▶ _Information provided_:
%%
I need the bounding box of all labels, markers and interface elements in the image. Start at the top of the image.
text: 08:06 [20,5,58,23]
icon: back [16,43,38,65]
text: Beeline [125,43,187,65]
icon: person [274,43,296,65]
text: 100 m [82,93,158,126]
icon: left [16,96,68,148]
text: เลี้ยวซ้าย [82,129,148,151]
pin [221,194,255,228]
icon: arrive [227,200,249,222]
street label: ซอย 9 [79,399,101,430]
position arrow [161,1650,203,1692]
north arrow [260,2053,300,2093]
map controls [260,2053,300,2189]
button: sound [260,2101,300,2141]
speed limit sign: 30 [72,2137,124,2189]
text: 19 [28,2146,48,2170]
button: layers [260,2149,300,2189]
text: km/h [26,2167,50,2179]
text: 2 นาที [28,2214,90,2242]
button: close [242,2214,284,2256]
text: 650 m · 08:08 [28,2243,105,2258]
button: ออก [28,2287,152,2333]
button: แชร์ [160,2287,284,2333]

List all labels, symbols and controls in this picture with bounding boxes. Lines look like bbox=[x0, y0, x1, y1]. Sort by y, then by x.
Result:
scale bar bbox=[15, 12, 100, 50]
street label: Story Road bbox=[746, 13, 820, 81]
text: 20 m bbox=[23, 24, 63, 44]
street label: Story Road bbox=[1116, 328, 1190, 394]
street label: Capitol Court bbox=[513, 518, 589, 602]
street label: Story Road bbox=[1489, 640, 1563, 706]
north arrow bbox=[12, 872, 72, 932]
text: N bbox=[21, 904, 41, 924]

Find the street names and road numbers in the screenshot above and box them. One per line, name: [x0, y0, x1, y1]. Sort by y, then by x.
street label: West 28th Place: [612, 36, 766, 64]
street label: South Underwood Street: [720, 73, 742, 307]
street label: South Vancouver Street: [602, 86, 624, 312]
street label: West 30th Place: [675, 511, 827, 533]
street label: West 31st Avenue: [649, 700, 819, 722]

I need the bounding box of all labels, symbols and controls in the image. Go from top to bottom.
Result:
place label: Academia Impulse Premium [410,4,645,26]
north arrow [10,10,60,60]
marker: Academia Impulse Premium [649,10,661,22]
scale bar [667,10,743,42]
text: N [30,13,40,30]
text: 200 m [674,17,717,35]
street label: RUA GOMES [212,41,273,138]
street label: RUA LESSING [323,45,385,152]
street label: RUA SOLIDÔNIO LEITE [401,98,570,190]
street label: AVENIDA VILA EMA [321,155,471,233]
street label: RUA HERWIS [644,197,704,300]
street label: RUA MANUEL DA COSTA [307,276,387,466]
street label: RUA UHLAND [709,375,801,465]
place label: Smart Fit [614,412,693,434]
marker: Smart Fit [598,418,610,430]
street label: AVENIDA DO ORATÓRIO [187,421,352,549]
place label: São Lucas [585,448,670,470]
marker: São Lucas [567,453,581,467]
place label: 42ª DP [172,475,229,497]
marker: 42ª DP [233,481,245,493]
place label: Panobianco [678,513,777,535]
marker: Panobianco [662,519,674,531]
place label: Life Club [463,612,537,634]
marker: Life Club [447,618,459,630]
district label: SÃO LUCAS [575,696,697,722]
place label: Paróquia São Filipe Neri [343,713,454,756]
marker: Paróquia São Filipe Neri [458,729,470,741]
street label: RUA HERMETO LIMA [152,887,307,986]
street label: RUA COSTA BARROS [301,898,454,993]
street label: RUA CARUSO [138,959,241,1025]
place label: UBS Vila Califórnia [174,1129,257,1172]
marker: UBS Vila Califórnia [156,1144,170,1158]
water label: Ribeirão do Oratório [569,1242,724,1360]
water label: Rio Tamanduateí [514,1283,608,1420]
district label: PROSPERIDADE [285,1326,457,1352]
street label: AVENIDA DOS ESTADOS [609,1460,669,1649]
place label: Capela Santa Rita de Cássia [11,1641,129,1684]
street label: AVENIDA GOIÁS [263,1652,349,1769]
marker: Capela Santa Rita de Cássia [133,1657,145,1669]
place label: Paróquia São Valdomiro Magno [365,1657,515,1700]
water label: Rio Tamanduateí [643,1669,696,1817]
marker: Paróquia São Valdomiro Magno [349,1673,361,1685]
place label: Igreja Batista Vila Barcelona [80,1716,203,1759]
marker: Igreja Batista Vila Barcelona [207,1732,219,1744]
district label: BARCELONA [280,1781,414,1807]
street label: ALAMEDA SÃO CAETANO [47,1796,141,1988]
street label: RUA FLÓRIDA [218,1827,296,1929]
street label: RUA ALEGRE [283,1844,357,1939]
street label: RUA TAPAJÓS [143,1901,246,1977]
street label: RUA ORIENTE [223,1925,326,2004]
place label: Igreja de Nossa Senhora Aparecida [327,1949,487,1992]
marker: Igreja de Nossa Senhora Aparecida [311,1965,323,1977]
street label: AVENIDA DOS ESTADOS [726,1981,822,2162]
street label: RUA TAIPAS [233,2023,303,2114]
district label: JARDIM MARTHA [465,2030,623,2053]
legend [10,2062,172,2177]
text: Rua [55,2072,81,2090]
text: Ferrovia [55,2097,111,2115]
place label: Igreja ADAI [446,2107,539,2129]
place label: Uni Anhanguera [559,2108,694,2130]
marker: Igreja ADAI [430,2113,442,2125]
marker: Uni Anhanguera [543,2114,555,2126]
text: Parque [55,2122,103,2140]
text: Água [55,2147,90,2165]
%%
▶ _About this task_: Each line of the material with the word "Valdomiro" in it should be listed.

▶ _Task response_:
place label: Paróquia São Valdomiro Magno [365,1657,515,1700]
marker: Paróquia São Valdomiro Magno [349,1673,361,1685]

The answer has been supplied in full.